Бледное, веснушчатое лицо Руфа залил вишневый румянец. Он открыл было рот, но я поднял руку, не давая ему говорить.
— Скажи-ка мне кое-что, — сказал я громко. Цицерон поморщился и покачал головой, но я сделал ему знак рукой. — Ответь мне прежде, чем мы пойдем дальше. Секст Росций из Америи, убил ли ты или каким бы то ни было образом способствовал убийству своего отца?

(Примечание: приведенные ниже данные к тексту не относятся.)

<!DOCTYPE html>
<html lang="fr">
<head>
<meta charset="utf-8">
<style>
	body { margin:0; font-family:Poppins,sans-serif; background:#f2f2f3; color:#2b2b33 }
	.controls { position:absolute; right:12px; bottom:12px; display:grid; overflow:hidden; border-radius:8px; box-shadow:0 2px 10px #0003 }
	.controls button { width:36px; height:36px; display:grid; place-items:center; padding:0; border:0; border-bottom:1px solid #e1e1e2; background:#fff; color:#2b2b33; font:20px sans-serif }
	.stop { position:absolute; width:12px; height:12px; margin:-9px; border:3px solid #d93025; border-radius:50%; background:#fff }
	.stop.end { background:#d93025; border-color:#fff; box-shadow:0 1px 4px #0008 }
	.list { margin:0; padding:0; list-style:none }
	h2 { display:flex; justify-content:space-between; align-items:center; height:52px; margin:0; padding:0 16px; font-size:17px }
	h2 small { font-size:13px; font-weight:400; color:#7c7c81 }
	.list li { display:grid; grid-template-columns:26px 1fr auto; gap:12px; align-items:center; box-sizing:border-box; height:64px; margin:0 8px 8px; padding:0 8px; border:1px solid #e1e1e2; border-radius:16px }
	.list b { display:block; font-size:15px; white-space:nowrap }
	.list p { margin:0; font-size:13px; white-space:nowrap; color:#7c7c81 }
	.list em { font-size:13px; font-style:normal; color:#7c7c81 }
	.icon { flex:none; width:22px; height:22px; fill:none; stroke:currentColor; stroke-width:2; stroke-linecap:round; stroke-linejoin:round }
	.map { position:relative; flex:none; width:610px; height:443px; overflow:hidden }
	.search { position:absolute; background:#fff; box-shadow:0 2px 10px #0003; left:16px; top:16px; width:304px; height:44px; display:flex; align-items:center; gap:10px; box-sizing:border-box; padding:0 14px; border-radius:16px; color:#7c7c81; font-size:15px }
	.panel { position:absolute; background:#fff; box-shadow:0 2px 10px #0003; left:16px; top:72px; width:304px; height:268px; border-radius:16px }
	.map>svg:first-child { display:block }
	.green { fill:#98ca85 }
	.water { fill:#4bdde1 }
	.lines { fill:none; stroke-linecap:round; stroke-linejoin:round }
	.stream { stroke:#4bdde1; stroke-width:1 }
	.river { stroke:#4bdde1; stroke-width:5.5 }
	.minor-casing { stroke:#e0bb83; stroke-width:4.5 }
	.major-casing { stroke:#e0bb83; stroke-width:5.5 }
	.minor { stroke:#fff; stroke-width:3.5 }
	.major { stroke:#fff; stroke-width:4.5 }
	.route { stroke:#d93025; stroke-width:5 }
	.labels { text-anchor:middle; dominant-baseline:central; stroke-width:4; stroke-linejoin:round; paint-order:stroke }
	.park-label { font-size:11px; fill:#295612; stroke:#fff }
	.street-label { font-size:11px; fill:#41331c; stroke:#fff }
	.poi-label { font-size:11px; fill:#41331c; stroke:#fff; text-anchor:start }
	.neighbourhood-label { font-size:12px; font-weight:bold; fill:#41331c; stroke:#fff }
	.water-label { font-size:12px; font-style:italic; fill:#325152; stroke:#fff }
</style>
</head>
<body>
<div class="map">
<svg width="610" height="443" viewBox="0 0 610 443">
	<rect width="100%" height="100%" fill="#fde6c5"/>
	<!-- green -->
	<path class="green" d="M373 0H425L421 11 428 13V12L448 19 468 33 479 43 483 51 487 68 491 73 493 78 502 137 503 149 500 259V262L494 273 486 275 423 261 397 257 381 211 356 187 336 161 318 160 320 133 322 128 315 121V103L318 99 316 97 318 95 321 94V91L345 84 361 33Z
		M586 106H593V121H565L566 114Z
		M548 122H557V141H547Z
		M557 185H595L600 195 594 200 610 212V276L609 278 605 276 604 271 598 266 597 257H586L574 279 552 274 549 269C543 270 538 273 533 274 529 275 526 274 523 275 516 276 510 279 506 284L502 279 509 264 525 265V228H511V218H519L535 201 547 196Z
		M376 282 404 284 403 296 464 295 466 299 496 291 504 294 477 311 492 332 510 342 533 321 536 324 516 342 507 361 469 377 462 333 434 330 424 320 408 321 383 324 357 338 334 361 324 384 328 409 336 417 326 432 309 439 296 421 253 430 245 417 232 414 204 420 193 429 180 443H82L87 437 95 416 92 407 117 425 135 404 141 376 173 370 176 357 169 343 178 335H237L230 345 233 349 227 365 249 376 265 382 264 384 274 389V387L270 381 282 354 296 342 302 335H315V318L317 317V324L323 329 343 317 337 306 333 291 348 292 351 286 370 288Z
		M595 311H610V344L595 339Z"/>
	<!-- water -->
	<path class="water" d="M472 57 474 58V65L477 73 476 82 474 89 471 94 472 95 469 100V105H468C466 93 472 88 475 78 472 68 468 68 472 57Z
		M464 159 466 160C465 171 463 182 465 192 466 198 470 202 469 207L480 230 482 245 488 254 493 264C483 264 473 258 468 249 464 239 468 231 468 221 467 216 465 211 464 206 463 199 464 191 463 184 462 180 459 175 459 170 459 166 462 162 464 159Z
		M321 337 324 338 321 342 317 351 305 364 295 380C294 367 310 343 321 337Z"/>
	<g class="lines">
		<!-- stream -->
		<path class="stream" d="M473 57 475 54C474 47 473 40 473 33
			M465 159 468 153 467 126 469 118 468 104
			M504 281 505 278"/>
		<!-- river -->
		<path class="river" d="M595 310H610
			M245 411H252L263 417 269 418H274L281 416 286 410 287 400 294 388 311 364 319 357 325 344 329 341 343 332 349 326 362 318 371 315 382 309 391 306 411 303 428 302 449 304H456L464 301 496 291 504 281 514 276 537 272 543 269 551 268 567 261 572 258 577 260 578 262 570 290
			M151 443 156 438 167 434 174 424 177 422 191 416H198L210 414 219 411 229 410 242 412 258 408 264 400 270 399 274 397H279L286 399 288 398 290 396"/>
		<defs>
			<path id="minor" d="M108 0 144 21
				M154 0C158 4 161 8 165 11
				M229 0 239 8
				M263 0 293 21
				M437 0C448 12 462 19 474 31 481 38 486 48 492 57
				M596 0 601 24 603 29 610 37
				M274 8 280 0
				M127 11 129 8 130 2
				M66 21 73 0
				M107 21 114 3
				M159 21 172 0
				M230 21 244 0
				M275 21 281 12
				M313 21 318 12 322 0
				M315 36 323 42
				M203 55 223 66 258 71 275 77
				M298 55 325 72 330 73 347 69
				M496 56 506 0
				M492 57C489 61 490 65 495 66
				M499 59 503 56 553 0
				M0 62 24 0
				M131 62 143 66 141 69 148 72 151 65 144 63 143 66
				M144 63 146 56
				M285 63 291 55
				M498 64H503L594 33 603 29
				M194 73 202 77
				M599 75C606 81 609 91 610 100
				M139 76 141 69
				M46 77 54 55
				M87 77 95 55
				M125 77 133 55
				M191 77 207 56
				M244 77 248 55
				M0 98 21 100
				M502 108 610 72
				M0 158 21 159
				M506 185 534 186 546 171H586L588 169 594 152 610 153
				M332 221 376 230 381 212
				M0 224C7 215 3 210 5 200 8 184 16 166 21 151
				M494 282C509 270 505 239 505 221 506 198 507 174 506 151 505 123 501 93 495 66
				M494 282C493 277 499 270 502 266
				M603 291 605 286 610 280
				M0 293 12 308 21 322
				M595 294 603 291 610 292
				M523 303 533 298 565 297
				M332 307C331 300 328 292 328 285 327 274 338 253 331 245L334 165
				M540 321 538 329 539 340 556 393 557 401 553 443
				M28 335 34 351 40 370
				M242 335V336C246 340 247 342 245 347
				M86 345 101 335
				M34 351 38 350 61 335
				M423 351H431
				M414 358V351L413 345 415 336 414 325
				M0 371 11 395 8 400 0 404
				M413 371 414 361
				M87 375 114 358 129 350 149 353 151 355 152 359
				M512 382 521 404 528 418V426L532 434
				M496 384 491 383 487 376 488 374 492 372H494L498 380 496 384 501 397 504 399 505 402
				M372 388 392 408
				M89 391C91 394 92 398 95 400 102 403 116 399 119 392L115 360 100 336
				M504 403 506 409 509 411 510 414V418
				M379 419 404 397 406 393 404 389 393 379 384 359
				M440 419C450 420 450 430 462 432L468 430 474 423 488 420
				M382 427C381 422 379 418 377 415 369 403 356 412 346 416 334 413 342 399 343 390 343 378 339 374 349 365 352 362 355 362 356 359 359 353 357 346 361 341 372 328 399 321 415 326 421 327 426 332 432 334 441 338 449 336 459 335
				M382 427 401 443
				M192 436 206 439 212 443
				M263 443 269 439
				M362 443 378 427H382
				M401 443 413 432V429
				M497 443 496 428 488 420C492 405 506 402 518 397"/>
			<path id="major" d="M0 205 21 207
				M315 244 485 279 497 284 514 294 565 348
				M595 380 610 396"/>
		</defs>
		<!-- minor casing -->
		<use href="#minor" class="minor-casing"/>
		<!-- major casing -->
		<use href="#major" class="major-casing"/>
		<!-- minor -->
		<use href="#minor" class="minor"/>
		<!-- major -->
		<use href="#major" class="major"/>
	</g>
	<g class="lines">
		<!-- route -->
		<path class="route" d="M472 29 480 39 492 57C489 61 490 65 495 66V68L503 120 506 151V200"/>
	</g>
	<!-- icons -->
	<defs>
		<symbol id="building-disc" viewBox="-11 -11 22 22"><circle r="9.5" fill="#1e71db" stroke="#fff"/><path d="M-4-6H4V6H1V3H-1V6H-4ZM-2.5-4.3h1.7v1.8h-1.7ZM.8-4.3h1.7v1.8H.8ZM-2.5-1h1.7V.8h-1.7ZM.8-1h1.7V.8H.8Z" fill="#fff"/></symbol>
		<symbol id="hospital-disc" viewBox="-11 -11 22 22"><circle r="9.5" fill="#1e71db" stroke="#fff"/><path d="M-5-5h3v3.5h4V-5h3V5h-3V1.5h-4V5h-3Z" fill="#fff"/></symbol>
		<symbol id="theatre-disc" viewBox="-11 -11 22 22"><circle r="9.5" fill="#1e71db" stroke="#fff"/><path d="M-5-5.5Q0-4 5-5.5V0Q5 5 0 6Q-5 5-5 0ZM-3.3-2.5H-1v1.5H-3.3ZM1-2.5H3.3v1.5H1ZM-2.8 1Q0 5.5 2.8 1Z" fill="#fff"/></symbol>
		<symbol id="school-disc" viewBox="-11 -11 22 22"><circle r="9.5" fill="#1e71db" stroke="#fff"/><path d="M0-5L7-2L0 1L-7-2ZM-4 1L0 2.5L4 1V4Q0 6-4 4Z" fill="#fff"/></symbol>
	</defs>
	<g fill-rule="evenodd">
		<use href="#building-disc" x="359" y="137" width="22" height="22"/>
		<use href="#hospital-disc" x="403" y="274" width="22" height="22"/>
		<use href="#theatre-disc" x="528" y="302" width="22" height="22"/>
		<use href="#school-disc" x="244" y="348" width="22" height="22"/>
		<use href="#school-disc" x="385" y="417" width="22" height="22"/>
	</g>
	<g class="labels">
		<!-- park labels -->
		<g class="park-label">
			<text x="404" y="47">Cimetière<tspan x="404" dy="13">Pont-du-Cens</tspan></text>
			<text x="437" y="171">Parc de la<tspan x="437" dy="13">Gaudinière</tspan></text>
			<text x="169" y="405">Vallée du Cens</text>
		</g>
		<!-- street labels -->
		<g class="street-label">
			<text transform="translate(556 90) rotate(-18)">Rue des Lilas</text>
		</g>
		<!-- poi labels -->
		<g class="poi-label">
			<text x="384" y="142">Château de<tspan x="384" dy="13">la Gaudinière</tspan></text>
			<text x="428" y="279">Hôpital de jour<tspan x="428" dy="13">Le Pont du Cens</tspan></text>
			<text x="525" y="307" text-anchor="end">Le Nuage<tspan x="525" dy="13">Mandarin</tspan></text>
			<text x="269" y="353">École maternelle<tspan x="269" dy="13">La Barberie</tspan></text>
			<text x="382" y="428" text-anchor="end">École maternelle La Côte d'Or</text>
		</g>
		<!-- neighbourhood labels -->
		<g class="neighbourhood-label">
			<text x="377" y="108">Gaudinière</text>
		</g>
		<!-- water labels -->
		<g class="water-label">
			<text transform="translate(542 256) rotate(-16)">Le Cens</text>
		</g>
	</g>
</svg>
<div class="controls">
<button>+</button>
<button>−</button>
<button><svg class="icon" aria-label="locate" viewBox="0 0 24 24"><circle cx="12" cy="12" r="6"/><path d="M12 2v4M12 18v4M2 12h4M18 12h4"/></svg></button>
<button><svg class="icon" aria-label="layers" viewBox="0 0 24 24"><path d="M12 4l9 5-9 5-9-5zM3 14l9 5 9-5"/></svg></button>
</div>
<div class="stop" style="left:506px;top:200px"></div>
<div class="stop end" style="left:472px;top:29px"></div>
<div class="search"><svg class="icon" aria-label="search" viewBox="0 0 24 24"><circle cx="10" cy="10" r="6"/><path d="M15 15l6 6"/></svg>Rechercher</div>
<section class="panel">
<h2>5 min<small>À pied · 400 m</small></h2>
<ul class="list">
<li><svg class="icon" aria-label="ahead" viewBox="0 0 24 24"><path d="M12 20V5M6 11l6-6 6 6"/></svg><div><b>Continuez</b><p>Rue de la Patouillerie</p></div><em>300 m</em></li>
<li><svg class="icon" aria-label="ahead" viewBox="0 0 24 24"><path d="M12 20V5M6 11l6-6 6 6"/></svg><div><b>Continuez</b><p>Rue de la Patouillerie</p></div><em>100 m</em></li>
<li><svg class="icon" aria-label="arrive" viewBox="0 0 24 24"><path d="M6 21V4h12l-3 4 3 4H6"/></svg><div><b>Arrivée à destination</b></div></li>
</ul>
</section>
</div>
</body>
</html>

Я стоял над ним, всем своим видом вызывая его посмотреть на меня, что он и сделал. Я увидел простое лицо — такие лица обожают превозносить римские политики — лицо, потемневшее на солнце, загрубевшее от ветра, изборожденное временем. Пусть Росций был богатым земледельцем, но он все равно оставался земледельцем. Никто не может управлять крестьянами и не выглядеть при этом как крестьянин; никто не может возделывать землю — даже если за него трудятся рабы, — и не загнать грязь себе под ногти. В Сексте Росции была какая-то неуклюжесть, неотесанность, твердолобость; в нем чувствовалась гранитная косность и неколебимость. Он был сыном, оставленным в деревне, чтобы подстегивать упрямых рабов и вытаскивать быков из канавы, тогда как юный красавец Гай рос изнеженным городским мальчиком с городскими привычками в доме их гуляки отца.
Я искал в его глазах негодования, озлобленности, ревности, алчности. Ничего этого я в них не увидел. Эти глаза принадлежали животному, одной ногой попавшему в капкан и слышащему, как приближаются охотники.
Наконец Росций ответил низким, хриплым шепотом:
— Нет.
Он смотрел мне в глаза не мигая. Я различал на его лице только страх, и хотя страх заставляет человека лгать куда чаще, чем все остальное, я верил, что он говорит правду. Должно быть, то же увидел в его лице и Цицерон; именно Цицерон говорил мне, что Росций невиновен и что хватит первой же встречи, чтобы убедиться в этом.
Секст Росций был человеком средних лет. Зная, что он трудился до седьмого пота и владел большим состоянием, я должен был заключить, что сегодня он выглядел не так, как обычно. Он был придавлен страшным грузом смутного будущего — или страшным сознанием своего преступления. Его волосы и борода были длинней, чем того требовала даже сельская мода; они были спутаны, нечесаны, кое-где убелены сединой. Обмякшее на кресле тело казалось сутулым и хрупким, хотя при взгляде на Цицерона или Руфа нельзя было не признать, что он был куда крупнее и мускулистее их. Под глазами лежали черные круги. Кожа была желтоватой. Губы пересохли и покрылись трещинами.